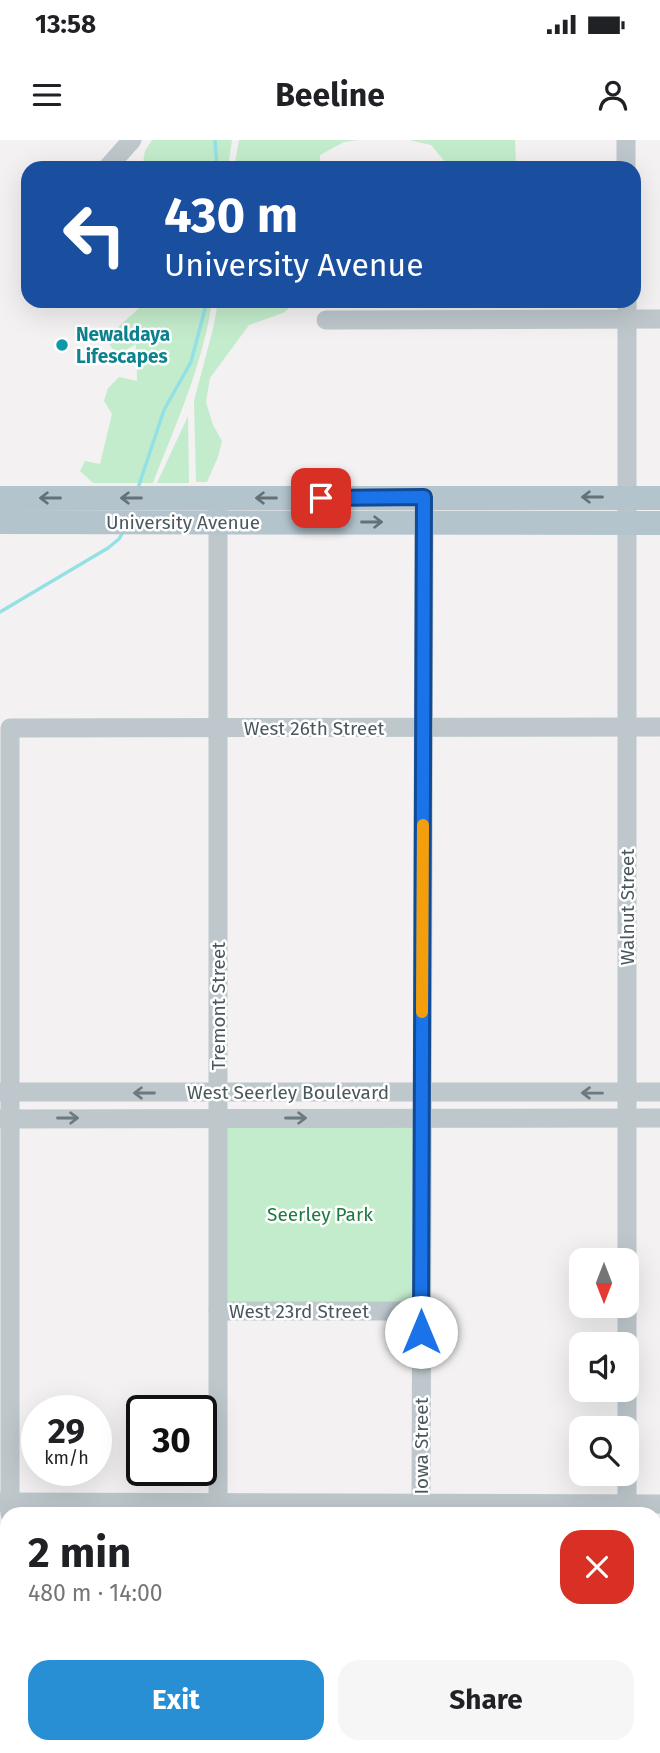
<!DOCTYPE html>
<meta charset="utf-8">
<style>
body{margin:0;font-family:"Fira Sans",sans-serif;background:#f6f6f6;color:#202124;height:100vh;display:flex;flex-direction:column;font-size:26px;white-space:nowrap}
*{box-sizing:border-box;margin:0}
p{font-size:23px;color:#757577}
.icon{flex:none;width:38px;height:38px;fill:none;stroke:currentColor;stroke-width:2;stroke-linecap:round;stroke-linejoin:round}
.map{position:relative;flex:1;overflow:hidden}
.side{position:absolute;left:0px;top:1367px;width:662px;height:247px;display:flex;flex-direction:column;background:#fff;border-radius:21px 21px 0 0;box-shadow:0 7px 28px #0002}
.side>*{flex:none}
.hud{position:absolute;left:21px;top:21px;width:620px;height:147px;border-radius:21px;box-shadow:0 7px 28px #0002;background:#1a4fa0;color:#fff;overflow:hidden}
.needle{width:46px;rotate:180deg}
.buttons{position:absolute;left:569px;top:1108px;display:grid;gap:14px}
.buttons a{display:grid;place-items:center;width:70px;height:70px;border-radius:14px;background:#fff;box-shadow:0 7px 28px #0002;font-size:35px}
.speed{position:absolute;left:21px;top:1255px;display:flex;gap:14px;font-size:35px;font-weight:700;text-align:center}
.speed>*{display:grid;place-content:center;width:91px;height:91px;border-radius:50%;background:#fff;box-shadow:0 7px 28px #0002;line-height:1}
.speed small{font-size:18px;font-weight:400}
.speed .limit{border:4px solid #111;border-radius:10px;background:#fff;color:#111}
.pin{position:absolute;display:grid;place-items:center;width:60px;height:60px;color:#fff;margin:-30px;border-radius:14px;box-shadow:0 4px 10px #0006}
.me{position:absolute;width:77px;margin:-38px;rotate:0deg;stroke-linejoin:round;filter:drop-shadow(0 0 5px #0008)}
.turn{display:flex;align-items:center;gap:24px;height:147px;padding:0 28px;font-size:32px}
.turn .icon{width:91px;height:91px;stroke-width:2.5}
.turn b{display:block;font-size:49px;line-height:60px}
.round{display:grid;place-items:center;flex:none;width:74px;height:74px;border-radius:21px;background:#f6f6f6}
.head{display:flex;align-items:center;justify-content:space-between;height:119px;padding:0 28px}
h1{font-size:42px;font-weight:700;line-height:52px}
.action{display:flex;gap:14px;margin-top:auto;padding:14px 28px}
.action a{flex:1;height:80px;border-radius:21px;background:#288fd5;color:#fff;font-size:28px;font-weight:700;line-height:80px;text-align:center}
.action a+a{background:#f6f6f6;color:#202124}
.status{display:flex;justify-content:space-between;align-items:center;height:49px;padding:0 35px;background:#fff;direction:ltr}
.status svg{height:19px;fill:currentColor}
header{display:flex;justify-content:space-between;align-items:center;height:91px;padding:0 28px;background:#fff;font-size:32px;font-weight:700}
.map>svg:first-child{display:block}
</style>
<div class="status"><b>13:58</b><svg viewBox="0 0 49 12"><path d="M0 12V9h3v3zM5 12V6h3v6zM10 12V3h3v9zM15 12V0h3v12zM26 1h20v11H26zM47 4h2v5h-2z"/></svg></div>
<header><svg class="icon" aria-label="menu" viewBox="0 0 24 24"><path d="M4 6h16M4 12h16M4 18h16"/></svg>Beeline<svg class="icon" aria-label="person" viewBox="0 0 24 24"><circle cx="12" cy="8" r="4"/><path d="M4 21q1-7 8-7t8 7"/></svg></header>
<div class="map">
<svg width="660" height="1613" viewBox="0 0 660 1613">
<rect width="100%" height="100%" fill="#f3f1f1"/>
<g fill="#c3eccc">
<path d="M152,0H232L228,28H142L145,11Z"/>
<path d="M239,0H358L344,2L320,15V28H234Z"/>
<path d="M409,0H515L516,28H450L431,5Z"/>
<path d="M147,161H212C203,225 176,283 153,343H93L80,331L85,321L100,324L112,274L104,261L108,248L119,237L137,241L136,204L120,213L113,210L106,198Z"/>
<path d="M218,161H298L283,173L249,185L210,238L206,262L213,285L222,301L218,317L207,342H196L194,261L214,185Z"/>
<path d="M188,276L189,343H157Z"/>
<rect x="218" y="978" width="204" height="193"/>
</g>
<path fill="#94e1e5" d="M169,1608L203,1609V1611L40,1613L66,1609Z"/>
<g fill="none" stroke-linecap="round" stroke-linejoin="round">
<g stroke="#94e1e5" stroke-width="3.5">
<path d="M215,0L217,28"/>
<path d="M138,348L164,270L191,222L207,161"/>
<path d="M0,472L108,408L119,399L123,392"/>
</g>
<g stroke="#bdc7cc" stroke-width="19">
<path d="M626,0V28"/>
<path d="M107,28L132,0"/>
<path d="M326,180L660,179"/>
<path d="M218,370V1374"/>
<path d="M0,952H660"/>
<path d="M0,979L660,978"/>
<path d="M218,1171H422"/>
<path d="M0,1362L660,1364"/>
<path d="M10,1374V588L660,587"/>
<path d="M421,1374L424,370"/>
<path d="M627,1374V161"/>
<path d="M654,1592H660"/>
<path d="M0,1596H7"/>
<path d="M218,1606V1613"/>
<path d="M627,1606V1613"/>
</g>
<g stroke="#b3c4cd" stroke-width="24">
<path d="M0,358H660"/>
<path d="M0,382L660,383"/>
</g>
</g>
<defs><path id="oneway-shaft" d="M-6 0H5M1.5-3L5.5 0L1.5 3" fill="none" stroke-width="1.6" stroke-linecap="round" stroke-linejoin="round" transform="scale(1.75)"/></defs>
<g stroke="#647278">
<use href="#oneway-shaft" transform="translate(592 357) rotate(-180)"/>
<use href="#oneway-shaft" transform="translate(50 358) rotate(-180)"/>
<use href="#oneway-shaft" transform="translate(131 358) rotate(-180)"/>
<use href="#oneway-shaft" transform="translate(266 358) rotate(180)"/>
<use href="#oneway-shaft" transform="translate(372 382)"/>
</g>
<g stroke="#6c797e">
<use href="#oneway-shaft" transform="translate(144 953) rotate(-180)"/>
<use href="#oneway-shaft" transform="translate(592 953) rotate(-179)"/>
<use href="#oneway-shaft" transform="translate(68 978)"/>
<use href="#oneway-shaft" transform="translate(296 978)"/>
</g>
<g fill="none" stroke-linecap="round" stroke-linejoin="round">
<defs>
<path id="route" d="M321,358L424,357L421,1192"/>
</defs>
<use href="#route" stroke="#114b97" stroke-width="18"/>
<use href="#route" stroke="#1a73e8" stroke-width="12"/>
<path stroke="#f59e0b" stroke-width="12" d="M422,872L423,685"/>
</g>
<circle fill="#0f9aa8" stroke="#fff" stroke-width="2.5" cx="62" cy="205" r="7"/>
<g text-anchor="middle" stroke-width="5" stroke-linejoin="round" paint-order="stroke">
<g font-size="19" font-weight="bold" fill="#0d838f" stroke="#fff" text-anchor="start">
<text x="76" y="201">Newaldaya<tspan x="76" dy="22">Lifescapes</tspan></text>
</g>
<g font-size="19" fill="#4a575c" stroke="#fff">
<text x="183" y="389">University Avenue</text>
<text x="314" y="595">West 26th Street</text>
<text transform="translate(627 767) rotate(-90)" y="7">Walnut Street</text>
<text transform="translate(218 866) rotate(-90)" y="7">Tremont Street</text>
<text x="288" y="959">West Seerley Boulevard</text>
<text x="299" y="1178">West 23rd Street</text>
<text transform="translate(421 1306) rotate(-90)" y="7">Iowa Street</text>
</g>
<g font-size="19" fill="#1f793e" stroke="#fff">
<text x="320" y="1081">Seerley Park</text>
</g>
</g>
</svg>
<div class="buttons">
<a><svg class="needle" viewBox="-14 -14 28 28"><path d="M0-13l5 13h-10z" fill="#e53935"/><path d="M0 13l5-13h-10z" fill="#757577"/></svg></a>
<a><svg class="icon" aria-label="sound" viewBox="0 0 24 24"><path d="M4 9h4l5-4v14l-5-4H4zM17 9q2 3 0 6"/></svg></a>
<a><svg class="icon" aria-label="search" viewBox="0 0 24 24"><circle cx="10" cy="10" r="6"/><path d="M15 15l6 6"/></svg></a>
</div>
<div class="speed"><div>29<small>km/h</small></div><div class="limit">30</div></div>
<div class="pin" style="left:321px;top:358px;background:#d93025"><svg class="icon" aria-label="arrive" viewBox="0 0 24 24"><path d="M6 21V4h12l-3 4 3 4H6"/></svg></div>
<svg class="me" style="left:421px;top:1192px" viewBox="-20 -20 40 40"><circle r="19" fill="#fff"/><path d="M0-13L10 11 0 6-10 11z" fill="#1a73e8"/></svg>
<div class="hud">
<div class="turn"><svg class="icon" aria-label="left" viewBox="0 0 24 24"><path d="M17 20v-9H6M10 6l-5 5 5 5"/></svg><div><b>430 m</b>University Avenue</div></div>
</div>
<section class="side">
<div class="head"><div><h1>2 min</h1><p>480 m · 14:00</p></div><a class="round" style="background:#d93025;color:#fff"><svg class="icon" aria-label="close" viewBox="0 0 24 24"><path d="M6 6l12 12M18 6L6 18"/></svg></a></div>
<div class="action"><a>Exit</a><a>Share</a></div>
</section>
</div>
· · · ·
Task description: The line containing "min</h1><p>480 m ·" and each line after it through the end of the listing above must be printed exactly, with nothing added.

Answer area:
<div class="head"><div><h1>2 min</h1><p>480 m · 14:00</p></div><a class="round" style="background:#d93025;color:#fff"><svg class="icon" aria-label="close" viewBox="0 0 24 24"><path d="M6 6l12 12M18 6L6 18"/></svg></a></div>
<div class="action"><a>Exit</a><a>Share</a></div>
</section>
</div>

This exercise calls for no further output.